As Democrats weighed measures to bring down the nation’s double-digit unemployment rate before next November’s congressional elections, they touted a nonpartisan report that showed the US$787 billion stimulus package passed in February had kept between 600,000 and 1.6 million people off the unemployment rolls.
That effort, panned as a boondoggle by Republicans, also boosted the nation’s GDP between 1.2 percent and 3.2 percent, the Congressional Budget Office found.
Democrats hope to pass a more modest effort in the next two months, targeted at bringing down the unemployment rate.
That rate, currently at 10.2 percent, could have been above 11 percent had Congress not passed the first stimulus package, House Majority Leader Steny Hoyer said.
“Is it where we want to be? It is not, but it is certainly a very, very definite, positive impact on the economy,” Hoyer told reporters. “The actions we have taken have worked.”
Elements of the next package are still up in the air, Hoyer and others said, but could include:
• New spending on highways, rail, water and sewer systems, and other infrastructure.
• Increased lending for small business, using funds left over from the US$700 billion Troubled Assets Relief Program.
• Money to help struggling state governments avoid laying off police, schoolteachers and other public employees.
• Money to local governments for job creation programs like park cleanups and refurbishing public buildings.
• Further extending unemployment benefits and health-insurance subsidies for the jobless.
• A tax credit for businesses that hire new employees.
• Extending a package of soon-to-expire business tax breaks, such as a credit for research and development.
• Unspecified measures to help domestic manufacturing.
• Upgrading buildings for greater energy efficiency.
The package could also include a tax on financial transactions to help cover the cost, but several Democratic senators said it would have to be written in a way to avoid driving financial activity offshore.
“I don’t want to impose a tax that clearly is going to make American companies less competitive, [but] it’s on the table,” said Democratic Senator Max Baucus, chairman of the tax-writing Senate Finance Committee.
Lawmakers are considering other ways to pay for the measure without threatening the shaky economic recovery. Highway construction, for example, could start quickly but be paid for through measures that would take effect in several years when the economy is healthier, said Democratic Representative Betty Sutton, co-chair of a House task force set up to consider proposals.

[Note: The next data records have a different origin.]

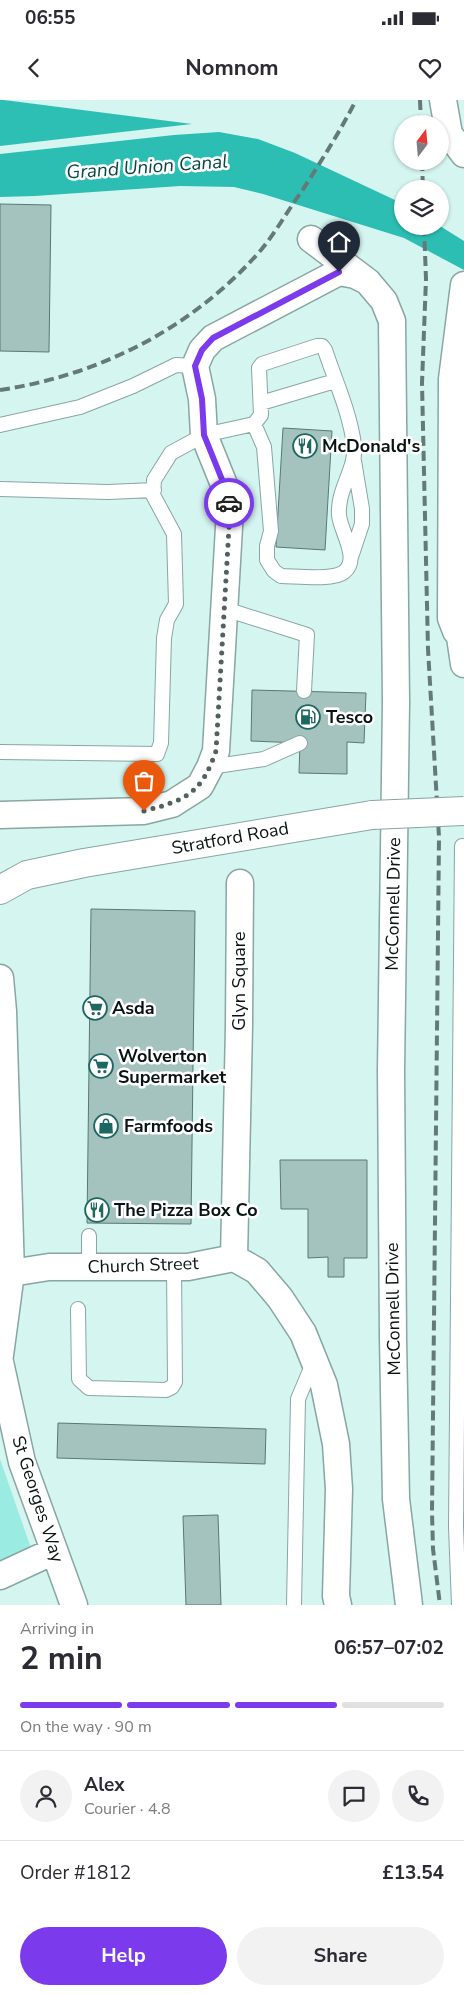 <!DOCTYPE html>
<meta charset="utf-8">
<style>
body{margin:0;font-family:"Nunito Sans",sans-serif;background:#f2f2f3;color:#2b2b33;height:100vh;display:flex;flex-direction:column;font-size:19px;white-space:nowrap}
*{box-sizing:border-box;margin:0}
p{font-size:16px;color:#7c7c81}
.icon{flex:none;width:28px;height:28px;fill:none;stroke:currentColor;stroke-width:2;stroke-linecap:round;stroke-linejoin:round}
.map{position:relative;height:1505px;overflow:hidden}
.panel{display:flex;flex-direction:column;background:#fff;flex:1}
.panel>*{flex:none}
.needle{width:32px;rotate:16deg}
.controls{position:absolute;left:394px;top:15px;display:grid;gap:10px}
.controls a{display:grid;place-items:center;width:55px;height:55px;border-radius:50%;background:#fff;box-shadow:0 1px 4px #0004;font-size:25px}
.pin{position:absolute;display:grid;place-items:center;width:42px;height:42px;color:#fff;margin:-51px -21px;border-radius:50% 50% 50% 0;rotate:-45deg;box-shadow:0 0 5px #0007}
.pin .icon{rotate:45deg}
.courier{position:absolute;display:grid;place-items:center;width:50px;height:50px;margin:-25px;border:4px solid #7c3aed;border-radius:50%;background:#fff;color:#222;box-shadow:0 1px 6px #0007}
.summary em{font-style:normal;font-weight:700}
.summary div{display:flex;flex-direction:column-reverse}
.summary{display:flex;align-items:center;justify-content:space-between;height:85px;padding:0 20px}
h1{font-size:32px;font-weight:700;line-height:38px}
.bar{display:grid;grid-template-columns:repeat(4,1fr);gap:8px 5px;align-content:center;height:60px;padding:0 20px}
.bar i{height:6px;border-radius:4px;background:#e1e1e2}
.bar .on{background:#7c3aed}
.bar p{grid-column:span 4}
.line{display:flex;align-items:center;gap:12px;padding:0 20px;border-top:1px solid #e1e1e2}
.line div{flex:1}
.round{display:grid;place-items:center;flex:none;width:52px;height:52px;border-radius:26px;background:#f2f2f3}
.button{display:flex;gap:10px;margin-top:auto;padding:10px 20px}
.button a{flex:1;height:58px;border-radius:30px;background:#7c3aed;color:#fff;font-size:20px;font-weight:700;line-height:58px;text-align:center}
.button a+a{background:#f2f2f3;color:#2b2b33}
.status{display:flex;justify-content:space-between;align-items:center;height:35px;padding:0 25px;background:#fff;direction:ltr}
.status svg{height:14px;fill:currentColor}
header{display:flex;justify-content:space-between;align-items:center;height:65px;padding:0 20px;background:#fff;font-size:22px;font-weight:700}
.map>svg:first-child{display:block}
.green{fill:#9aebe2}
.forest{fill:#2ebfb4}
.water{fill:#2cbeb3}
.building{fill:#a4c3bf;stroke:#5a7774}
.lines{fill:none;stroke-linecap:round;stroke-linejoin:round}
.lane-casing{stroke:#88a6a2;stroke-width:16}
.street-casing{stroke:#88a6a2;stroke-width:29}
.secondary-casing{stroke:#88a6a2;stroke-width:30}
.lane{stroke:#fff;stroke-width:14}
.street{stroke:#fff;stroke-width:26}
.secondary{stroke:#fff;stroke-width:28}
.rail{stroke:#657a78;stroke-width:4;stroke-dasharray:10 5;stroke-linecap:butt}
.secondary-bridge-casing{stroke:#88a6a2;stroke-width:30;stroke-linecap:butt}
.secondary-bridge{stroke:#fff;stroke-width:28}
.done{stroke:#506260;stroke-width:5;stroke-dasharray:0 9}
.route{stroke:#7c3aed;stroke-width:6}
.labels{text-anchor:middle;stroke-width:5;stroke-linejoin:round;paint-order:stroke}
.poi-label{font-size:18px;font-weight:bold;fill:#081312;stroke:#fff;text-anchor:start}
.street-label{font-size:18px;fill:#081312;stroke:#fff}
.water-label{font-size:19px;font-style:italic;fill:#084742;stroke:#fff}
</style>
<div class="status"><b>06:55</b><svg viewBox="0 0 49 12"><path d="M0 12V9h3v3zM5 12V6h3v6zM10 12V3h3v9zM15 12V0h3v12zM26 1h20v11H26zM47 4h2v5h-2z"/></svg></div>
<header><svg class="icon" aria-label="back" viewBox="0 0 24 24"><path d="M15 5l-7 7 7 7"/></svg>Nomnom<svg class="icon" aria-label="heart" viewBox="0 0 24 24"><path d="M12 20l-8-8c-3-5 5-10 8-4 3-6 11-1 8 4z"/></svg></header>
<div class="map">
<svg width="464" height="1505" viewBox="0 0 464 1505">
<rect width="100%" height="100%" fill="#d5f5f1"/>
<path class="green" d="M0,1359L33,1454L0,1463Z"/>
<path class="forest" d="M0,0H4L192,24L0,46Z"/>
<path class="water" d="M219,32L258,39L295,53L397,101L402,104V126H440L464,141V170L404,138L263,94L234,87L180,86L35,96L0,97V54L174,35Z"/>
<path class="building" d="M0,104L51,105L49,252L0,251Z
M283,328L332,331L325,450L276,447Z
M252,590L366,593L364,643L347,642V674L299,673L300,643L251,641Z
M91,809L195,811L191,1124L87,1123Z
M280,1060H367V1158H344V1177H328V1157L308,1158V1109H281Z
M58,1323L266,1329L265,1364L57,1358Z
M218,1415L221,1505H186L183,1416Z"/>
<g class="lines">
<g class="lane-casing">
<path id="lane" d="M261,303L335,281
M0,325L80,307L133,286L176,265L195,266
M0,389L108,392L154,390
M351,457L362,424V409L354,361
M225,509L307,535L304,591
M0,652L157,654L161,643L164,538L167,520L176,504L174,434L153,395L154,380L171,353L204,335L254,324L261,315L259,268L262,264L317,246H322L325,250C335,280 350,313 354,345C357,368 337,389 339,415C340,431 361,459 344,472C333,481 295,476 281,476L274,471L267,460V446L271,431L264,347L254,324
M210,667L264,659L300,643
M89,1136V1167
M78,1209L79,1279L89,1288L166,1290L172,1287L175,1282L174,1167
M294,1505L298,1299L314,1261
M459,1505L456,1427L462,746"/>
</g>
<g class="street-casing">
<path id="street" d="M443,0L449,34L464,54
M311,139L368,182L384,201L392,221L396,602L391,971L393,1238L396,1399L409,1505
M464,185L452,279L451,518L456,531L464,540
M460,537L464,564
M0,715L144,711L172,704L200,686L210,667L216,651L230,410L225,387L204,335L202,299L195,266L202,250L213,238L339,172L355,175L365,180
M0,878L3,911L11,1173L0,1255
M234,1158L239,926L240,783
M0,1172L11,1173L49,1167H188L234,1158L257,1171L280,1198L303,1233L324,1285L336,1344L339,1389L336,1496L338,1505
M0,1262L22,1362L74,1505
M0,1476L54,1451"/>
</g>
<g class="secondary-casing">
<path id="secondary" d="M0,790L27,775L84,763L372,715"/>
</g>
<use href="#lane" class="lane"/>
<use href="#street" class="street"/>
<use href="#secondary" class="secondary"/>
<path class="rail" d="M420,0L421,24
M422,61L423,89
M424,126L426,179L422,283L428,549L439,737L432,1412L433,1449L440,1505
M0,290C101,275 194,227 261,150C276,132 288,110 302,91C321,61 340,32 356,0"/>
<g class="secondary-bridge-casing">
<path id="secondary-bridge" d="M372,715L464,711"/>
</g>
<use href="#secondary-bridge" class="secondary-bridge"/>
</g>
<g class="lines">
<path class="done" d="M144,711C186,700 201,694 216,651L230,410L229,403"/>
<path class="route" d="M229,403L225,387L204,335L202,299L195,266L202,250L213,238L339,172"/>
</g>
<defs>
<g id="restaurant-ring" transform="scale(1.25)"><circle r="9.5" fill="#fff" stroke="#1c6761" stroke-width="1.5"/><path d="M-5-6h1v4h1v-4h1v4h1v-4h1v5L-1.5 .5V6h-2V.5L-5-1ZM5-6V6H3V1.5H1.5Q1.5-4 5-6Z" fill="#1c6761"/></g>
<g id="fuel-ring" transform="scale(1.25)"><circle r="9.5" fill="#fff" stroke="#1c6761" stroke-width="1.5"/><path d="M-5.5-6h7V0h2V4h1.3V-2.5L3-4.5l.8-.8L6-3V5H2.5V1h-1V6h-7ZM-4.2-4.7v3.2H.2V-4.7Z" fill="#1c6761"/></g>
<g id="supermarket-ring" transform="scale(1.25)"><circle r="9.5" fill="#fff" stroke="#1c6761" stroke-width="1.5"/><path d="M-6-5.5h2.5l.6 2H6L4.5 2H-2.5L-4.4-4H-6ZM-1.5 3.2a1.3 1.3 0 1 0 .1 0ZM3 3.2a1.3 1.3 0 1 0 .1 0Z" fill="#1c6761"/></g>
<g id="shop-ring" transform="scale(1.25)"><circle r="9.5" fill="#fff" stroke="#1c6761" stroke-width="1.5"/><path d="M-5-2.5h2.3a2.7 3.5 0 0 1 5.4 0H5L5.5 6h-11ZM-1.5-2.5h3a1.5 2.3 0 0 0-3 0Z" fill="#1c6761"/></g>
</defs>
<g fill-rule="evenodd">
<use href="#restaurant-ring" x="305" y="346"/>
<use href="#fuel-ring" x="308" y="617"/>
<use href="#supermarket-ring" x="95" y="908"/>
<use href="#supermarket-ring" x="101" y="966"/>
<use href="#shop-ring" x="106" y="1026"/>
<use href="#restaurant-ring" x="97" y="1110"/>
</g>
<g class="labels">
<g class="poi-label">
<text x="322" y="352">McDonald's</text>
<text x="326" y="623">Tesco</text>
<text x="112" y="914">Asda</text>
<text x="118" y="962">Wolverton<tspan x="118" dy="21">Supermarket</tspan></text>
<text x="124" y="1032">Farmfoods</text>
<text x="114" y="1116">The Pizza Box Co</text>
</g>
<g class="street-label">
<text transform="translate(230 738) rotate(-10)" y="6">Stratford Road</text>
<text transform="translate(393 804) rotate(-89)" y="6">McConnell Drive</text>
<text transform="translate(239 881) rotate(-90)" y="6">Glyn Square</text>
<text transform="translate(143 1165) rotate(-2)" y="6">Church Street</text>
<text transform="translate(393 1209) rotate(-91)" y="6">McConnell Drive</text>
<text transform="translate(38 1399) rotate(72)" y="6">St Georges Way</text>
</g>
<g class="water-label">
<text transform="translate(147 66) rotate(-4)" y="7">Grand Union Canal</text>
</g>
</g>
</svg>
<div class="controls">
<a><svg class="needle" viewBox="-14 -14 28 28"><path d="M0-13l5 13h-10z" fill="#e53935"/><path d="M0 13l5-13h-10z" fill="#7c7c81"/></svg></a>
<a><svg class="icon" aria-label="layers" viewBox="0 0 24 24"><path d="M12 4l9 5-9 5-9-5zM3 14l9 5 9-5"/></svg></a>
</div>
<div class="pin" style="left:144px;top:711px;background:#ea580c"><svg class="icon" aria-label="bag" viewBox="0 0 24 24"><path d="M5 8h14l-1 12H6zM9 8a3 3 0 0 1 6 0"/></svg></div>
<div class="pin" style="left:339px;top:172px;background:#1f2937"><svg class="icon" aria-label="home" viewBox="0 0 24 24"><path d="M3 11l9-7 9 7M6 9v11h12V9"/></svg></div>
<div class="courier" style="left:229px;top:403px"><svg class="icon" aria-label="car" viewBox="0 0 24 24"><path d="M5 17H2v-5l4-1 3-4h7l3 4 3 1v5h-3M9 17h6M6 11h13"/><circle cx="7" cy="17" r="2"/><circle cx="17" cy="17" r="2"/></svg></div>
</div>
<section class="panel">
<div class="summary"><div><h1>2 min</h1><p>Arriving in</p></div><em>06:57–07:02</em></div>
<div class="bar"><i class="on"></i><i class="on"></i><i class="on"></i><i></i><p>On the way · 90 m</p></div>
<div class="line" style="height:90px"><a class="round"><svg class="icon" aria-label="person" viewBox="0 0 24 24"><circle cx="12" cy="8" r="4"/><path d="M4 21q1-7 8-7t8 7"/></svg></a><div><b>Alex</b><p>Courier · 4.8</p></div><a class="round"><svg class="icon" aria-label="chat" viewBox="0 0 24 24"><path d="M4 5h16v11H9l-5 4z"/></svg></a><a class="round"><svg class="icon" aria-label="phone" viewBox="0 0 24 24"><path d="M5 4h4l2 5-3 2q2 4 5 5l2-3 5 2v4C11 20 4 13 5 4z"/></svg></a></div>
<div class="line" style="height:65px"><div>Order #1812</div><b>£13.54</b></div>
<div class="button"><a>Help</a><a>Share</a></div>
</section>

Many of these provisions, such as the unemployment insurance and business tax breaks, will need to be renewed before they expire at the end of the year, Hoyer said. But the House might wait on other elements until next year, he said.
“Time is not the issue. Getting it right is the issue,” he said.
Senator Byron Dorgan, one of the stewards of the effort in that chamber, hopes to have a jobs bill ready for a vote in January, as soon as the Senate finishes work on healthcare, an aide said.
Dorgan had scheduled a hearing yesterday to examine whether banks that received bailout funds from the government are lending to small businesses.
“We’re looking at a wide range of issues trying to find ways to get some additional credit for those businesses that want to expand and hire people,” he said.